=== What you need to do ===
Repeat the records. Leave nothing out.

Stored data entries
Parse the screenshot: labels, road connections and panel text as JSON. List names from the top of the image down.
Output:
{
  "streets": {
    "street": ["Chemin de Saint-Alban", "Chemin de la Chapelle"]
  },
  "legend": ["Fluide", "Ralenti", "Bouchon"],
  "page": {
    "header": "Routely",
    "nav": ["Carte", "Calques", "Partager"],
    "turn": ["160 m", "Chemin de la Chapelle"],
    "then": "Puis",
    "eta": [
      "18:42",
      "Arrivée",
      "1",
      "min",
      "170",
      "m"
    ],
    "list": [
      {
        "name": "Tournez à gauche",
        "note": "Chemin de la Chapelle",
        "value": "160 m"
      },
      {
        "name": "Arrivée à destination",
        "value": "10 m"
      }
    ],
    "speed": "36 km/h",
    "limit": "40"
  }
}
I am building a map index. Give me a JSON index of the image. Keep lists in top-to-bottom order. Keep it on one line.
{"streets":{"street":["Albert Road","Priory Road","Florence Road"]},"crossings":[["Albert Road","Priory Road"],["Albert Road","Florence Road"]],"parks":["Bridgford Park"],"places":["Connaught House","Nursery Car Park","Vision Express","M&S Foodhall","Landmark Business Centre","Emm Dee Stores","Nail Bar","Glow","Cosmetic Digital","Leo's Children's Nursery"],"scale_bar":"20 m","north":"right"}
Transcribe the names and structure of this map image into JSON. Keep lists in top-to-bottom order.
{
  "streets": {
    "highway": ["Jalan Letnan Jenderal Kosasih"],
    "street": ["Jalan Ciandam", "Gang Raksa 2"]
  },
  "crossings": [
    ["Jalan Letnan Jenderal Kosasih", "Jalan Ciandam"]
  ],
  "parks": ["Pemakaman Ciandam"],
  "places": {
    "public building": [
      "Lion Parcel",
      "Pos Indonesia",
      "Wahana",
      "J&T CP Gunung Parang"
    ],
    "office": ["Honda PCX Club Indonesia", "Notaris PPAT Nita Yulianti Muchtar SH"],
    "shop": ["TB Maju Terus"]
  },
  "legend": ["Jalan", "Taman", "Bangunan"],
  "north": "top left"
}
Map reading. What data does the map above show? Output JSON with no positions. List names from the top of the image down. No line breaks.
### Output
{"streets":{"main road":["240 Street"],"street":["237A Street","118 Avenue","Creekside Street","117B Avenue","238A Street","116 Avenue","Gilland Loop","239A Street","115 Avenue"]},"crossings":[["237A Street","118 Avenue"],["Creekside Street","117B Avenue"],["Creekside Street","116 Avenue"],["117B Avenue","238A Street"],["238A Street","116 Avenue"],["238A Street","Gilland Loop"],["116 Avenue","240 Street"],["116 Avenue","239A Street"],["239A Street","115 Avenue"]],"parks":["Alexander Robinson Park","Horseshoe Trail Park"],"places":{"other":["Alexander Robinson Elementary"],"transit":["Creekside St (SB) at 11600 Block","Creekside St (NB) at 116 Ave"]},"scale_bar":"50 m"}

=== Task answer ===
Parse the screenshot: labels, road connections and panel text as JSON. List names from the top of the image down.
Output:
{
  "streets": {
    "street": ["Chemin de Saint-Alban", "Chemin de la Chapelle"]
  },
  "legend": ["Fluide", "Ralenti", "Bouchon"],
  "page": {
    "header": "Routely",
    "nav": ["Carte", "Calques", "Partager"],
    "turn": ["160 m", "Chemin de la Chapelle"],
    "then": "Puis",
    "eta": [
      "18:42",
      "Arrivée",
      "1",
      "min",
      "170",
      "m"
    ],
    "list": [
      {
        "name": "Tournez à gauche",
        "note": "Chemin de la Chapelle",
        "value": "160 m"
      },
      {
        "name": "Arrivée à destination",
        "value": "10 m"
      }
    ],
    "speed": "36 km/h",
    "limit": "40"
  }
}
I am building a map index. Give me a JSON index of the image. Keep lists in top-to-bottom order. Keep it on one line.
{"streets":{"street":["Albert Road","Priory Road","Florence Road"]},"crossings":[["Albert Road","Priory Road"],["Albert Road","Florence Road"]],"parks":["Bridgford Park"],"places":["Connaught House","Nursery Car Park","Vision Express","M&S Foodhall","Landmark Business Centre","Emm Dee Stores","Nail Bar","Glow","Cosmetic Digital","Leo's Children's Nursery"],"scale_bar":"20 m","north":"right"}
Transcribe the names and structure of this map image into JSON. Keep lists in top-to-bottom order.
{
  "streets": {
    "highway": ["Jalan Letnan Jenderal Kosasih"],
    "street": ["Jalan Ciandam", "Gang Raksa 2"]
  },
  "crossings": [
    ["Jalan Letnan Jenderal Kosasih", "Jalan Ciandam"]
  ],
  "parks": ["Pemakaman Ciandam"],
  "places": {
    "public building": [
      "Lion Parcel",
      "Pos Indonesia",
      "Wahana",
      "J&T CP Gunung Parang"
    ],
    "office": ["Honda PCX Club Indonesia", "Notaris PPAT Nita Yulianti Muchtar SH"],
    "shop": ["TB Maju Terus"]
  },
  "legend": ["Jalan", "Taman", "Bangunan"],
  "north": "top left"
}
Map reading. What data does the map above show? Output JSON with no positions. List names from the top of the image down. No line breaks.
### Output
{"streets":{"main road":["240 Street"],"street":["237A Street","118 Avenue","Creekside Street","117B Avenue","238A Street","116 Avenue","Gilland Loop","239A Street","115 Avenue"]},"crossings":[["237A Street","118 Avenue"],["Creekside Street","117B Avenue"],["Creekside Street","116 Avenue"],["117B Avenue","238A Street"],["238A Street","116 Avenue"],["238A Street","Gilland Loop"],["116 Avenue","240 Street"],["116 Avenue","239A Street"],["239A Street","115 Avenue"]],"parks":["Alexander Robinson Park","Horseshoe Trail Park"],"places":{"other":["Alexander Robinson Elementary"],"transit":["Creekside St (SB) at 11600 Block","Creekside St (NB) at 116 Ave"]},"scale_bar":"50 m"}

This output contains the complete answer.